Wget/Recursive-Accept 002fReject-Options

2.12 Recursive Accept/Reject Options

‘-A acclist --accept acclist’ ‘-R rejlist --reject rejlist’

Specify comma-separated lists of file name suffixes or patterns to accept or reject (see Types of Files). Note that if any of the wildcard characters, ‘*’, ‘?’, ‘[’ or ‘]’, appear in an element of acclist or rejlist, it will be treated as a pattern, rather than a suffix. In this case, you have to enclose the pattern into quotes to prevent your shell from expanding it, like in ‘-A "*.mp3"’ or ‘-A '*.mp3'’.

‘--accept-regex urlregex’ ‘--reject-regex urlregex’

Specify a regular expression to accept or reject the complete URL.

‘--regex-type regextype’

Specify the regular expression type. Possible types are ‘posix’ or ‘pcre’. Note that to be able to use ‘pcre’ type, wget has to be compiled with libpcre support.

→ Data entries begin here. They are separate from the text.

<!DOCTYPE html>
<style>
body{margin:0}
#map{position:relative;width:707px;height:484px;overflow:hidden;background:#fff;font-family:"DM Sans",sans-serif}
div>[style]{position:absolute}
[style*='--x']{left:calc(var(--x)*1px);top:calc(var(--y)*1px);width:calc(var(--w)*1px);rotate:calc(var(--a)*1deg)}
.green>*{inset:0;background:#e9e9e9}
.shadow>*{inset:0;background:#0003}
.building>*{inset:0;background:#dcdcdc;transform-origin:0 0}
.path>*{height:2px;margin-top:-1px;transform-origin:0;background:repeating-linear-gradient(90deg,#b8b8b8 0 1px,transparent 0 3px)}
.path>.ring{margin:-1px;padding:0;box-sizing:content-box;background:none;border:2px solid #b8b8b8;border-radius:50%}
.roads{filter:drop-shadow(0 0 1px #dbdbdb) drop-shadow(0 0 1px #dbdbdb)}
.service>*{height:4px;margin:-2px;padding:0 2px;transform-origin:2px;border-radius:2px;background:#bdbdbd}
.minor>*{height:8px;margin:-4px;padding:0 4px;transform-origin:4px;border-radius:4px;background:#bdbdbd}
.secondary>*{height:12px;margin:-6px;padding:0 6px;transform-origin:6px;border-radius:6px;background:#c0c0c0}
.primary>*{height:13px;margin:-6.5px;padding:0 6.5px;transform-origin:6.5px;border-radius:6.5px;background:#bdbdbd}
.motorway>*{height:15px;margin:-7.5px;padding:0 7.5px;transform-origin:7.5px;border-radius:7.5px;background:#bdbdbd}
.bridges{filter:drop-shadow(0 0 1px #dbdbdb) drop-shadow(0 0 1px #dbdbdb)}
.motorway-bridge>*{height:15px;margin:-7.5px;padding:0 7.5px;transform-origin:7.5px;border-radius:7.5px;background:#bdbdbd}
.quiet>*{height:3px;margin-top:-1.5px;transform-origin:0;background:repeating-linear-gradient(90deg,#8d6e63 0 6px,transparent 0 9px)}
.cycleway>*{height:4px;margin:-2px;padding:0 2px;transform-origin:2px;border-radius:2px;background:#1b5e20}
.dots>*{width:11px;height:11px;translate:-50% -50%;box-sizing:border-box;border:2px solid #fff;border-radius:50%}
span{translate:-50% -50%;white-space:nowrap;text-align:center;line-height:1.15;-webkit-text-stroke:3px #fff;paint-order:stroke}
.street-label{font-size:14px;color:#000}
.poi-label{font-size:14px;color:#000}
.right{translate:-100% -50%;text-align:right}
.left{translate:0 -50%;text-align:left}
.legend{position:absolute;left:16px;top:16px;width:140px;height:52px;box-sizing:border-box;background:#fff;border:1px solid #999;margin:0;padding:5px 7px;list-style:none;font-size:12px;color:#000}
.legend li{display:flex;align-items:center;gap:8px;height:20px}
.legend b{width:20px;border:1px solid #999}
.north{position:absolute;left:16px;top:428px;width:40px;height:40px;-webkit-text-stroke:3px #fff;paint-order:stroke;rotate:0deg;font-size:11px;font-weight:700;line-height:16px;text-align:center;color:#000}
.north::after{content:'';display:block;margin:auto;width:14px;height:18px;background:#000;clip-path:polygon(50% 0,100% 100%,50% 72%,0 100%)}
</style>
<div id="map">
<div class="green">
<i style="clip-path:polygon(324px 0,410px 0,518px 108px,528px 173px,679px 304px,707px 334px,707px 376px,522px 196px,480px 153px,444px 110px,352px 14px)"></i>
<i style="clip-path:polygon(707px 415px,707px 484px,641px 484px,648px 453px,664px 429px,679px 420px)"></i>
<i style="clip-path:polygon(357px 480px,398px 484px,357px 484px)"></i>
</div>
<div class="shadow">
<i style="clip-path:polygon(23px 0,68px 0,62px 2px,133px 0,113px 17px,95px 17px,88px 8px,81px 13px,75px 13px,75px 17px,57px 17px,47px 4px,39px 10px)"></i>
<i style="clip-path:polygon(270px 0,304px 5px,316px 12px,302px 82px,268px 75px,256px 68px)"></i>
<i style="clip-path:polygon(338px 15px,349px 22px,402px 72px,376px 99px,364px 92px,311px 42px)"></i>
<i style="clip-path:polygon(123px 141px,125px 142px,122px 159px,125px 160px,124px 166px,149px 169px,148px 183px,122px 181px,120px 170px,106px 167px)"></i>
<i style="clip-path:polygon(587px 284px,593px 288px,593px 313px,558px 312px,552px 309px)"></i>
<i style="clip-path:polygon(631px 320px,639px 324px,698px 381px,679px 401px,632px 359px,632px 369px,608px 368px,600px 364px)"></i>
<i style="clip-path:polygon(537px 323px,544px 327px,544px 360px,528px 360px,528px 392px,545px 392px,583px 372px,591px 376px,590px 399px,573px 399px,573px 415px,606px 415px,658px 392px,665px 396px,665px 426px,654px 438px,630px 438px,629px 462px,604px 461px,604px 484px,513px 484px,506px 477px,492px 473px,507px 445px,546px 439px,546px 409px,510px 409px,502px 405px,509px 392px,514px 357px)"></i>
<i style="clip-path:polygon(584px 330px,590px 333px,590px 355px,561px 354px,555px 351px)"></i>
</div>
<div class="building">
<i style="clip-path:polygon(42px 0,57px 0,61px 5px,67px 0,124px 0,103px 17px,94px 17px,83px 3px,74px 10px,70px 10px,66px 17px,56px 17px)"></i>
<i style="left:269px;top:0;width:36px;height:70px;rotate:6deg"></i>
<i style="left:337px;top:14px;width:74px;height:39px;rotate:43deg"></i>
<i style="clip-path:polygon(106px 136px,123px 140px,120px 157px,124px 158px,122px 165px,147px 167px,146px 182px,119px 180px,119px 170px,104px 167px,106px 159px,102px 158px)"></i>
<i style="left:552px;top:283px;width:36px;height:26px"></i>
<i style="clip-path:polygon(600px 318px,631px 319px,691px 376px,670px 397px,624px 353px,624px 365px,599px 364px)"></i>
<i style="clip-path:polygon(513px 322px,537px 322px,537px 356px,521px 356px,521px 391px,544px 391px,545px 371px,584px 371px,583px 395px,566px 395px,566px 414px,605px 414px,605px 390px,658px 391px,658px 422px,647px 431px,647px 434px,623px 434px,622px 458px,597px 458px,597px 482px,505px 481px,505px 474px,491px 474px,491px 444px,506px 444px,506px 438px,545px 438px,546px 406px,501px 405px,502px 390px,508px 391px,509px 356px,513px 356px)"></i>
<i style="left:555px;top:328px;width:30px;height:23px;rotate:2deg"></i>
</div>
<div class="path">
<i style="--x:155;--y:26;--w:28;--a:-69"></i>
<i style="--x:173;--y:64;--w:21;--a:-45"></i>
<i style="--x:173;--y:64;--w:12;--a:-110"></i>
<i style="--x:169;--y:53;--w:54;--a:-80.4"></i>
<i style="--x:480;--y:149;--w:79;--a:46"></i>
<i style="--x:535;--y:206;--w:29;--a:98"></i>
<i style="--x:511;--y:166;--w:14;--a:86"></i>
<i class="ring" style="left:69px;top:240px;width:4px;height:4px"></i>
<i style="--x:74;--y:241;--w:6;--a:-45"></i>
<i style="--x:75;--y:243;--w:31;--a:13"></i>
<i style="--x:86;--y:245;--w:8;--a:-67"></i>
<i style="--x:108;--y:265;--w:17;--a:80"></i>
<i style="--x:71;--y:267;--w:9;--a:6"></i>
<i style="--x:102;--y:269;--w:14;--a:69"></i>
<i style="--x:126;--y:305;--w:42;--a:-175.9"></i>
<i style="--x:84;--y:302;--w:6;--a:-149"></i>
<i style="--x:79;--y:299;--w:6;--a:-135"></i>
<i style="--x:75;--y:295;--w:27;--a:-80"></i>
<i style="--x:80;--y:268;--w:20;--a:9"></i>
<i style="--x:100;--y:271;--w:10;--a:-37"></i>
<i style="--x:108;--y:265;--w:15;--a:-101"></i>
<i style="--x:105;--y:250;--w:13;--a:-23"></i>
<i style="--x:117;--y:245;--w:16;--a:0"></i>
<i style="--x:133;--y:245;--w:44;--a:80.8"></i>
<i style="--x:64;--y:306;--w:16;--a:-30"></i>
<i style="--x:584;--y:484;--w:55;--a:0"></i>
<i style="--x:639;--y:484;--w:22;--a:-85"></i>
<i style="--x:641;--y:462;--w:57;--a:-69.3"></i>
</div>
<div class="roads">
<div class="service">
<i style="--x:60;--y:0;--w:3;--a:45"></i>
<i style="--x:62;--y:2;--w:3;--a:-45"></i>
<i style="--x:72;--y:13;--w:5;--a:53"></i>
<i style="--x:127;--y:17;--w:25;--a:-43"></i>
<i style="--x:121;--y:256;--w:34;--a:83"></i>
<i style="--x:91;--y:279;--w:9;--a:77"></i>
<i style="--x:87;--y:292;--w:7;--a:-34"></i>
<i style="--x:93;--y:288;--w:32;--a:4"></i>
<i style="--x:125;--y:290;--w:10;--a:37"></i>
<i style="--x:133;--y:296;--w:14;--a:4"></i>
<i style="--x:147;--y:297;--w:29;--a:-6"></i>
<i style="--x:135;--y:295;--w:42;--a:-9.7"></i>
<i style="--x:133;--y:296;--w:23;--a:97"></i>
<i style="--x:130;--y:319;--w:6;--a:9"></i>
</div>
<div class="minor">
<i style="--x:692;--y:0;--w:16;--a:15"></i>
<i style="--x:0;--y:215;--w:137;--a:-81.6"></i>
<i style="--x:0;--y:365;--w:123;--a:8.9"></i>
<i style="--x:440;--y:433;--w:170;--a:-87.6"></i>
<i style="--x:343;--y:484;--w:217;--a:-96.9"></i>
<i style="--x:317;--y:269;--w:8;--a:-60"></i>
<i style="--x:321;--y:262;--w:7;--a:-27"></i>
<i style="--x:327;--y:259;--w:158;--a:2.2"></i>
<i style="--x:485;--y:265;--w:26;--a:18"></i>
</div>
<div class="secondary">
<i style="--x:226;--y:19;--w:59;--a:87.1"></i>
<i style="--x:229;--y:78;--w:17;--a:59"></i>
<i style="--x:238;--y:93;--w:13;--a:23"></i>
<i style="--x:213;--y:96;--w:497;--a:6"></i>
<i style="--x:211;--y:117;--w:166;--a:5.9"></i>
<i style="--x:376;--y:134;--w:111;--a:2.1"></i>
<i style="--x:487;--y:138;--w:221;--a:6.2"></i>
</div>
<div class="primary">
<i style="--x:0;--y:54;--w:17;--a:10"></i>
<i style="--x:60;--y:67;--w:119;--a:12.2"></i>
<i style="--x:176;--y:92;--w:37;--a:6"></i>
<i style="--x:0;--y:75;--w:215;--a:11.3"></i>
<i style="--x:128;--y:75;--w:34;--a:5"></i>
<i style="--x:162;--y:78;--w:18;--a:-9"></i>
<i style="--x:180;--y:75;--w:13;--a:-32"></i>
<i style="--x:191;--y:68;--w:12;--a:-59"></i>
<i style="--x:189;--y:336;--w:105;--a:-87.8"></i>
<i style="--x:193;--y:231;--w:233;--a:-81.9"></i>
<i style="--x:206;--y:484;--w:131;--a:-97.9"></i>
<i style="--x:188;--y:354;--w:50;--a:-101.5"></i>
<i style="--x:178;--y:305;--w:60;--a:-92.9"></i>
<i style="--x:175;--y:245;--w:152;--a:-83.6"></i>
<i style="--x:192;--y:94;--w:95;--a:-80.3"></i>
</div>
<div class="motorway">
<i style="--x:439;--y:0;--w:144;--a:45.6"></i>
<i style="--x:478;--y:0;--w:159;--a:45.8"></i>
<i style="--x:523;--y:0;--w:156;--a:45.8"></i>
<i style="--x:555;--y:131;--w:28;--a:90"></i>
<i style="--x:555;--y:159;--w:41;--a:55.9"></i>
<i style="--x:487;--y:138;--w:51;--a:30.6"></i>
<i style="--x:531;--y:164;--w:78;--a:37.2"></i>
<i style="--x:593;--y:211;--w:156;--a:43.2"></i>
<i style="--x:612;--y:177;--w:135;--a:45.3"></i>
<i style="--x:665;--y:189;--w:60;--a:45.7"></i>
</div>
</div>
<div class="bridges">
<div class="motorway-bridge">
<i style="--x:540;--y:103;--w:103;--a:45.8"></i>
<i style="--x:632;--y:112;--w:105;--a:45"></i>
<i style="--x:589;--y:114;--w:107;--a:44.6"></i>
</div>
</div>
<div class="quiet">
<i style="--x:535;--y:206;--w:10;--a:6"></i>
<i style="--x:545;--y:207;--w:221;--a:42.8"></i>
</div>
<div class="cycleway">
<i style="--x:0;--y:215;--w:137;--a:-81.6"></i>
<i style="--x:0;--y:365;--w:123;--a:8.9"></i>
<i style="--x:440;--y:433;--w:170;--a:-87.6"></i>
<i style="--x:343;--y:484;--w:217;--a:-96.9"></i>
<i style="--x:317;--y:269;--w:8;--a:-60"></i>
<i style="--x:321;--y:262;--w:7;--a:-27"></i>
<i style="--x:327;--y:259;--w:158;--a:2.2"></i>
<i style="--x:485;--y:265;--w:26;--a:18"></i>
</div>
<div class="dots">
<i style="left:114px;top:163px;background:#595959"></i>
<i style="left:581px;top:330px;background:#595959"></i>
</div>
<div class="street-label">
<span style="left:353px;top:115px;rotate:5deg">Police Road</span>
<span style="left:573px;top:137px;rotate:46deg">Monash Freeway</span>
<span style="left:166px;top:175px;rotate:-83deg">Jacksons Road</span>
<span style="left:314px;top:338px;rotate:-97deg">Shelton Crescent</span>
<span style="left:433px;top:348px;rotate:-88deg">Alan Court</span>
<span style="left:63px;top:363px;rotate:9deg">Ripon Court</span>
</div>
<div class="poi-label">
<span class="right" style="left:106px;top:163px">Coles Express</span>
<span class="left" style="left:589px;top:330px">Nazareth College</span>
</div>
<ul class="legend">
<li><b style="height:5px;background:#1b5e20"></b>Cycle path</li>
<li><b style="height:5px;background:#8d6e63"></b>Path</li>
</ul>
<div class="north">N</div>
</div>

‘-D domain-list’ ‘--domains=domain-list’

Set domains to be followed. domain-list is a comma-separated list of domains. Note that it does not turn on ‘-H’.

‘--exclude-domains domain-list’

Specify the domains that are not to be followed (see Spanning Hosts).

‘--follow-ftp’

Follow FTP links from HTML documents. Without this option, Wget will ignore all the FTP links.

‘--follow-tags=list’

Wget has an internal table of HTML tag / attribute pairs that it considers when looking for linked documents during a recursive retrieval. If a user wants only a subset of those tags to be considered, however, he or she should be specify such tags in a comma-separated list with this option.

‘--ignore-tags=list’

This is the opposite of the ‘--follow-tags’ option. To skip certain HTML tags when recursively looking for documents to download, specify them in a comma-separated list.

In the past, this option was the best bet for downloading a single page and its requisites, using a command-line like:

wget --ignore-tags=a,area -H -k -K -r http://site/document

However, the author of this option came across a page with tags like <LINK REL="home" HREF="/"> and came to the realization that specifying tags to ignore was not enough. One can’t just tell Wget to ignore <LINK>, because then stylesheets will not be downloaded. Now the best bet for downloading a single page and its requisites is the dedicated ‘--page-requisites’ option.

‘--ignore-case’

Ignore case when matching files and directories. This influences the behavior of -R, -A, -I, and -X options, as well as globbing implemented when downloading from FTP sites. For example, with this option, ‘-A "*.txt"’ will match ‘file1.txt’, but also ‘file2.TXT’, ‘file3.TxT’, and so on. The quotes in the example are to prevent the shell from expanding the pattern.

‘-H’ ‘--span-hosts’

Enable spanning across hosts when doing recursive retrieving (see Spanning Hosts).

‘-L’ ‘--relative’

Follow relative links only. Useful for retrieving a specific home page without any distractions, not even those from the same hosts (see Relative Links).

‘-I list’ ‘--include-directories=list’

Specify a comma-separated list of directories you wish to follow when downloading (see Directory-Based Limits). Elements of list may contain wildcards.

‘-X list’ ‘--exclude-directories=list’

Specify a comma-separated list of directories you wish to exclude from download (see Directory-Based Limits). Elements of list may contain wildcards.

‘-np’ ‘--no-parent’

Do not ever ascend to the parent directory when retrieving recursively. This is a useful option, since it guarantees that only the files below a certain hierarchy will be downloaded. See Directory-Based Limits, for more details.